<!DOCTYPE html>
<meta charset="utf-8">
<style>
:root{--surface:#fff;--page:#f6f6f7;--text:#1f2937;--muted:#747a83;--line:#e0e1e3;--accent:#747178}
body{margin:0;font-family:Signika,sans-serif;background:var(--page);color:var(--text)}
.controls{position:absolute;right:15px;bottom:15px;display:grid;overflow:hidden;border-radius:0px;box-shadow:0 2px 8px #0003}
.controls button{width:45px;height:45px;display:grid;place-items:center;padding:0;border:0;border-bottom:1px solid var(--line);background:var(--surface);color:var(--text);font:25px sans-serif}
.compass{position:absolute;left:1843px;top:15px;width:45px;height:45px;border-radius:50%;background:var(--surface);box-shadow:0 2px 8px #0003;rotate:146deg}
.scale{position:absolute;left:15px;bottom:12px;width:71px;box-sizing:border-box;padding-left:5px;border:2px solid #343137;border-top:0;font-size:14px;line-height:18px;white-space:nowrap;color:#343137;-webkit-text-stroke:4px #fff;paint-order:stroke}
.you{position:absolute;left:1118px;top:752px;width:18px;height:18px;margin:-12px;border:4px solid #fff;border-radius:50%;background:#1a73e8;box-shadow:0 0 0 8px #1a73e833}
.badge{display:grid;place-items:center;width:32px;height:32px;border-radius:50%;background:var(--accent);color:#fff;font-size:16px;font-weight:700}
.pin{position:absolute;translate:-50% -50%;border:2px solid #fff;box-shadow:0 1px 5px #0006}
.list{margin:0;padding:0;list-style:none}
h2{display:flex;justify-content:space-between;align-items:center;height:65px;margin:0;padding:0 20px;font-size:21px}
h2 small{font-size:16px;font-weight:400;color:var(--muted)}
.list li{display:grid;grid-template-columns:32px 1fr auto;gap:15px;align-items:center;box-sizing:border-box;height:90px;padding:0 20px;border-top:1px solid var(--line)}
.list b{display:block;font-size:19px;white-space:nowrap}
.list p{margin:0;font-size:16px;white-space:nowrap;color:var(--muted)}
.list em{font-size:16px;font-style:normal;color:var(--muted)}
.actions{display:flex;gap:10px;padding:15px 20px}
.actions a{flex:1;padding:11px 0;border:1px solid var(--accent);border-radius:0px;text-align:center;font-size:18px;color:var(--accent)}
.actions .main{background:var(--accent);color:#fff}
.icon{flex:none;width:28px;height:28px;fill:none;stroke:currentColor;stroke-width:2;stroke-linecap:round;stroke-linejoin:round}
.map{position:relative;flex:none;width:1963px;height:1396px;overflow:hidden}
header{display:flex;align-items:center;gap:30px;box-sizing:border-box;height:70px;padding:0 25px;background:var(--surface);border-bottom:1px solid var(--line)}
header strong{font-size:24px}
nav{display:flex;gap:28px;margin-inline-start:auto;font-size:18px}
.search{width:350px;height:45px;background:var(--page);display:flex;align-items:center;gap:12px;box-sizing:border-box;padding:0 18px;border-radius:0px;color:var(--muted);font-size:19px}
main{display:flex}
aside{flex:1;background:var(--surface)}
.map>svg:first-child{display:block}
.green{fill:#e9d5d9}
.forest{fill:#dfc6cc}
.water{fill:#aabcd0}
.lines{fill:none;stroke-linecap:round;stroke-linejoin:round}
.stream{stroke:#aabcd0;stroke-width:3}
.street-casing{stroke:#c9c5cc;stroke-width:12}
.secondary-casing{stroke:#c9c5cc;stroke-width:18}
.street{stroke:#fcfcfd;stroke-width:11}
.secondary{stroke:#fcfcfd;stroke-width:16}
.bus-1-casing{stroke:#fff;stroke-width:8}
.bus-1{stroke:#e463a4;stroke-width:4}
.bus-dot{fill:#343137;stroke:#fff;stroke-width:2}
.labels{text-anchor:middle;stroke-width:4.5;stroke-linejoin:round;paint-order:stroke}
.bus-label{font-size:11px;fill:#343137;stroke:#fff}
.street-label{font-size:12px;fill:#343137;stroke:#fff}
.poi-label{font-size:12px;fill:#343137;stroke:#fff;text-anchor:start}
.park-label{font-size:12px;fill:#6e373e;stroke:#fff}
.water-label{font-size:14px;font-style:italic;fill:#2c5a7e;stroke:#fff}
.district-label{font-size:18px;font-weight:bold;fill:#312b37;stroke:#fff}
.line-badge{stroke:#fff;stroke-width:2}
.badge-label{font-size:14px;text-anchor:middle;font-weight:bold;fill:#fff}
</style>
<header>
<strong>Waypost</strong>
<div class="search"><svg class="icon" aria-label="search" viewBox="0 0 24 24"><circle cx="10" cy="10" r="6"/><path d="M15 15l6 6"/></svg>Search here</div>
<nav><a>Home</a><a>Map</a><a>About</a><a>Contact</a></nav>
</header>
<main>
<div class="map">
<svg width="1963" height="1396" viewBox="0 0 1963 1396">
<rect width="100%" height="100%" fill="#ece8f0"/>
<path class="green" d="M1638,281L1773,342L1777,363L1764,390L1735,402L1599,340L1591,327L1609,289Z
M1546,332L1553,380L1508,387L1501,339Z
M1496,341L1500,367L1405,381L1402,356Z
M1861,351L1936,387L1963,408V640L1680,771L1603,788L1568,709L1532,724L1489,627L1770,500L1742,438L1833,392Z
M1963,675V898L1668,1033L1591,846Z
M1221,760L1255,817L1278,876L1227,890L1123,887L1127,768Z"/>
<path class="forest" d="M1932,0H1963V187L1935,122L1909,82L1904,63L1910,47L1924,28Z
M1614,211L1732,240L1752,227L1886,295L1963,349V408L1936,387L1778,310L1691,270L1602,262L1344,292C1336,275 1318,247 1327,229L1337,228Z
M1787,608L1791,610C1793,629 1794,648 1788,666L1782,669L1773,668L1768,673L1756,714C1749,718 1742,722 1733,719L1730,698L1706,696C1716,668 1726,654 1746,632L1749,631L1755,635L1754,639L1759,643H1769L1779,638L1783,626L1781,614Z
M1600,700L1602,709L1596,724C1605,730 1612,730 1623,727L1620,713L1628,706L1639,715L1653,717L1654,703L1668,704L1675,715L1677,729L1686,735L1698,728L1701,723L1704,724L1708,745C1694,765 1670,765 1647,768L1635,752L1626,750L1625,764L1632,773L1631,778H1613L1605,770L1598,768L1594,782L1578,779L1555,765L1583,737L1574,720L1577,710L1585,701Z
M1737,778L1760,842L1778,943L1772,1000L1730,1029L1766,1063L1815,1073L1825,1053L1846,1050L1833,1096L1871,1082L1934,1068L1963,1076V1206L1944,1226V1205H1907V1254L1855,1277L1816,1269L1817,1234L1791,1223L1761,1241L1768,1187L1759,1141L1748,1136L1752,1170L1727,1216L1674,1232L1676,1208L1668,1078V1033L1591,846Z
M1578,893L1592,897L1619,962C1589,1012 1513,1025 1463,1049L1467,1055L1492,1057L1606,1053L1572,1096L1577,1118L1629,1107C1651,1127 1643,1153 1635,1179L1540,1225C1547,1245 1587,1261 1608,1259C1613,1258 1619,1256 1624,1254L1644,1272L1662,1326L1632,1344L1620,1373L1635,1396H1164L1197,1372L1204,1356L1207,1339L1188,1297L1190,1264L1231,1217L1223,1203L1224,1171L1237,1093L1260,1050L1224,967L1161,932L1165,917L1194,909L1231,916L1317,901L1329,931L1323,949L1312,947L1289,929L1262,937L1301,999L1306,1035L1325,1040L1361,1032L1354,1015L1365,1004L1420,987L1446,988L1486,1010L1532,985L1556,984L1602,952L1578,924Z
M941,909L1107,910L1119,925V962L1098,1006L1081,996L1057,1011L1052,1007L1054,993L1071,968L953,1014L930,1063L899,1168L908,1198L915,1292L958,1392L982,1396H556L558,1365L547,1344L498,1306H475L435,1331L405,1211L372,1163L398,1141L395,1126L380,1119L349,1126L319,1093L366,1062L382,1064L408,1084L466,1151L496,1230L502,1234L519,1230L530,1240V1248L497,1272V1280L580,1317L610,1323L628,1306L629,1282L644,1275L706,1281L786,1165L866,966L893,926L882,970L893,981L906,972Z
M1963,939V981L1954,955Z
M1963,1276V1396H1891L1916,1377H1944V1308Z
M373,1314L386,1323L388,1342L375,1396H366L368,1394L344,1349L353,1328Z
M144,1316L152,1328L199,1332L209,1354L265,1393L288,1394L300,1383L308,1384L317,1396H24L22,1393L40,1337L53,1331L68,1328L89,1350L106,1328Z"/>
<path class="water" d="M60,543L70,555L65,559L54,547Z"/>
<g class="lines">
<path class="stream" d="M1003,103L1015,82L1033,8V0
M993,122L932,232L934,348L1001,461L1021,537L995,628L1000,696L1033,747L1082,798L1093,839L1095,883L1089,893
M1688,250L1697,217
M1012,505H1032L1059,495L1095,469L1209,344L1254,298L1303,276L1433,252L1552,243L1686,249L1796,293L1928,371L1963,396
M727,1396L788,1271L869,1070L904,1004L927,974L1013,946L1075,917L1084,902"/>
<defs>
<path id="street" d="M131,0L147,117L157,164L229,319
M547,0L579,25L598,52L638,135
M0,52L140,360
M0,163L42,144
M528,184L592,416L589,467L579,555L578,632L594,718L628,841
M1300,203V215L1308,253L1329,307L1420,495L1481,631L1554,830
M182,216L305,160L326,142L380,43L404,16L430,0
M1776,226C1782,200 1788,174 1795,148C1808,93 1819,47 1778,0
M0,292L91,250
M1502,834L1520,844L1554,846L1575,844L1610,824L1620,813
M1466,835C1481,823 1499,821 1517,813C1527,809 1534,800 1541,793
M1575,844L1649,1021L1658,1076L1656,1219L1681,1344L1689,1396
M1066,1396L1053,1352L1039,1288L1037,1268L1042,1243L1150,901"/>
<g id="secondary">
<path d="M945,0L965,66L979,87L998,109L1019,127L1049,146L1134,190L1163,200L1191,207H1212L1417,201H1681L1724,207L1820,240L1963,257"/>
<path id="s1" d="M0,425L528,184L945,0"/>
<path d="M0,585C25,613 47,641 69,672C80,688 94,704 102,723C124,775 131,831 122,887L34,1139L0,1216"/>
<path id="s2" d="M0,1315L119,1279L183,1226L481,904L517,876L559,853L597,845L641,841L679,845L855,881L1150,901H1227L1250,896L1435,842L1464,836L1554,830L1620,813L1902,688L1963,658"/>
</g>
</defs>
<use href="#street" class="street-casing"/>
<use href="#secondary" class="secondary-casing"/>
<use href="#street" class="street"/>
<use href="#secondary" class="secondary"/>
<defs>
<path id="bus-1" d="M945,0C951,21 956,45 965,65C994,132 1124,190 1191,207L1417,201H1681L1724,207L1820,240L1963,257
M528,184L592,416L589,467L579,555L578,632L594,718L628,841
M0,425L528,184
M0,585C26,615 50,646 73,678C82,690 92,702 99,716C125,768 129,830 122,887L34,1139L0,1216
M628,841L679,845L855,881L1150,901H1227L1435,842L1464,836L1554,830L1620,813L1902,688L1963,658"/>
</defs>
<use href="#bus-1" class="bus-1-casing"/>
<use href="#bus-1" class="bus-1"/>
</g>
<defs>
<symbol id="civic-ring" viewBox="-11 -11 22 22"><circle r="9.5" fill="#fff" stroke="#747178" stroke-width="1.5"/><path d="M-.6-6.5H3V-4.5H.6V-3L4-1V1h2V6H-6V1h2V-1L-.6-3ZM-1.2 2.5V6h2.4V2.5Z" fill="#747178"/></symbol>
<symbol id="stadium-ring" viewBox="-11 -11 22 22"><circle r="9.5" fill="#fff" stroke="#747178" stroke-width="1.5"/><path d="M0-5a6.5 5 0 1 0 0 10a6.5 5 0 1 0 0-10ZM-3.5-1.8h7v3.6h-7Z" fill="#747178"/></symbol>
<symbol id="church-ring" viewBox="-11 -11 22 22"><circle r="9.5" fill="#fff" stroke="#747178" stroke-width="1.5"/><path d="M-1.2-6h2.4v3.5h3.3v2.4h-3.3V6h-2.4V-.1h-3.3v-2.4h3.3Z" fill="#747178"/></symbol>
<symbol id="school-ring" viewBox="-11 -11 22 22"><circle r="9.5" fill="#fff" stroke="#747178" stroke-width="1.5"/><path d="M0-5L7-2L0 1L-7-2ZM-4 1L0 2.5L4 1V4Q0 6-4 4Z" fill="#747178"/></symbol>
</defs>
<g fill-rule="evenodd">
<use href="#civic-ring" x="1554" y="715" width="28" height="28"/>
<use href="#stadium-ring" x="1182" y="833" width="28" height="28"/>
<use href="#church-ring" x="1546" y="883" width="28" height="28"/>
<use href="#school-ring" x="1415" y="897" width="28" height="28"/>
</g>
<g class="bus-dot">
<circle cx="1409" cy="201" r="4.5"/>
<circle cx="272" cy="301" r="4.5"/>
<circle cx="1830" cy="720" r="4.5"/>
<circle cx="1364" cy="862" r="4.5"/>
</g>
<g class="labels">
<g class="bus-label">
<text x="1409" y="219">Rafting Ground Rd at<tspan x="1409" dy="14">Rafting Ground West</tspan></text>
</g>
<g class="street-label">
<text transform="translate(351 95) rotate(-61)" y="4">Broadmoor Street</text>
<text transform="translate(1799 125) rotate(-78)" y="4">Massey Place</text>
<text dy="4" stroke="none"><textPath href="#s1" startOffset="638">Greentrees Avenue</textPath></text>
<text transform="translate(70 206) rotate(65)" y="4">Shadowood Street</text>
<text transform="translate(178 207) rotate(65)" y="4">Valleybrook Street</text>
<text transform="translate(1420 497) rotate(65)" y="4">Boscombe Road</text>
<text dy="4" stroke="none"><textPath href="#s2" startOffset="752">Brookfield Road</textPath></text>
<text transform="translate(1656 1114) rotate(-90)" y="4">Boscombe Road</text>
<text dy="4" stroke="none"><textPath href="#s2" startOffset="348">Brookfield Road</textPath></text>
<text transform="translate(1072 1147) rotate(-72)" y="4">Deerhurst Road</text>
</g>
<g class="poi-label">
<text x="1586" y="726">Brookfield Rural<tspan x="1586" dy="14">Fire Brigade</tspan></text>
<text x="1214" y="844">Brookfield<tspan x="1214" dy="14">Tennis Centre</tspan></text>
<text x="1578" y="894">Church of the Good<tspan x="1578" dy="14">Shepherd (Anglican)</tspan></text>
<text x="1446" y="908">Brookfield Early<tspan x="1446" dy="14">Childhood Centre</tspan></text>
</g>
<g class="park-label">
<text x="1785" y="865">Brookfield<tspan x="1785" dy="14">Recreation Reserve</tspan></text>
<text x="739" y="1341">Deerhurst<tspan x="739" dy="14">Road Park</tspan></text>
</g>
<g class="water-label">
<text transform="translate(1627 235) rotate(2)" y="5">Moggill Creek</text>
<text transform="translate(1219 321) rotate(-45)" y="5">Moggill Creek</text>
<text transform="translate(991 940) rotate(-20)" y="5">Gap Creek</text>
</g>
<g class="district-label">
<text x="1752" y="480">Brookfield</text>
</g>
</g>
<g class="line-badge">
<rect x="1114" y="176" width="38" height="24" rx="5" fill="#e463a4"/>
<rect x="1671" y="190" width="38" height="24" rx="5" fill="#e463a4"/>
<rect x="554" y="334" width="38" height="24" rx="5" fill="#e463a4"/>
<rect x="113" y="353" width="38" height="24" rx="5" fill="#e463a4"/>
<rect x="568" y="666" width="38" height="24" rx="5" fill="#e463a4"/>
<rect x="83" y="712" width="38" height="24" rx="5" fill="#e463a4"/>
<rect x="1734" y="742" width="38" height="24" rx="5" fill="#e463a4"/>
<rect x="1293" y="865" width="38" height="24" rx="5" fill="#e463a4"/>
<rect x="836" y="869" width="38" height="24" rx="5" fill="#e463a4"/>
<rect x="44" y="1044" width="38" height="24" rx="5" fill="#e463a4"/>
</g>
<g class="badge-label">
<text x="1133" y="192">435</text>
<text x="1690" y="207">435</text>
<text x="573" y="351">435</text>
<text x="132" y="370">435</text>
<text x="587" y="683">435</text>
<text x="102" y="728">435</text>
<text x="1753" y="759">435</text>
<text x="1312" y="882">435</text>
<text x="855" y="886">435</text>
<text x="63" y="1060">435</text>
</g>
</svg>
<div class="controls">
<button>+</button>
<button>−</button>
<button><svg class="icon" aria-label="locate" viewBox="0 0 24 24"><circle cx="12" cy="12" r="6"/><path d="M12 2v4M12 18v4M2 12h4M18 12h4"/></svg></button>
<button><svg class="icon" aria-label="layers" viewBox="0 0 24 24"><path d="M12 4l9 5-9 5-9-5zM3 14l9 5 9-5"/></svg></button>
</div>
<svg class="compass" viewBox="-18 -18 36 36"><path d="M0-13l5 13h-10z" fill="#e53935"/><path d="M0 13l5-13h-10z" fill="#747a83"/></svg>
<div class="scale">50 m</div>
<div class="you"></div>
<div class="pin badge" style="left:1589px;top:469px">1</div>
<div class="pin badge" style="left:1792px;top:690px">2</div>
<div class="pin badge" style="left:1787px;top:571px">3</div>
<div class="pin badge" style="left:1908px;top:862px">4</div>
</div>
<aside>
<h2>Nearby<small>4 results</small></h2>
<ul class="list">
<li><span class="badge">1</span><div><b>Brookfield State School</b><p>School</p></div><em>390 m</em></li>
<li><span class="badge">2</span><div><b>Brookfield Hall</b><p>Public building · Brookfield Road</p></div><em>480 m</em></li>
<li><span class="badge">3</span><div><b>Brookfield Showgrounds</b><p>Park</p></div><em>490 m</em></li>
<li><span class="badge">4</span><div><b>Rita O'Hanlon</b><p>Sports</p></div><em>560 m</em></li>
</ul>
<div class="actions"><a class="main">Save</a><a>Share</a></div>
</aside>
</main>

================

= EXERCISE =
Out of the preceding entries, pull every line containing the string "compass".

= ANSWER SPACE =
.compass{position:absolute;left:1843px;top:15px;width:45px;height:45px;border-radius:50%;background:var(--surface);box-shadow:0 2px 8px #0003;rotate:146deg}
<svg class="compass" viewBox="-18 -18 36 36"><path d="M0-13l5 13h-10z" fill="#e53935"/><path d="M0 13l5-13h-10z" fill="#747a83"/></svg>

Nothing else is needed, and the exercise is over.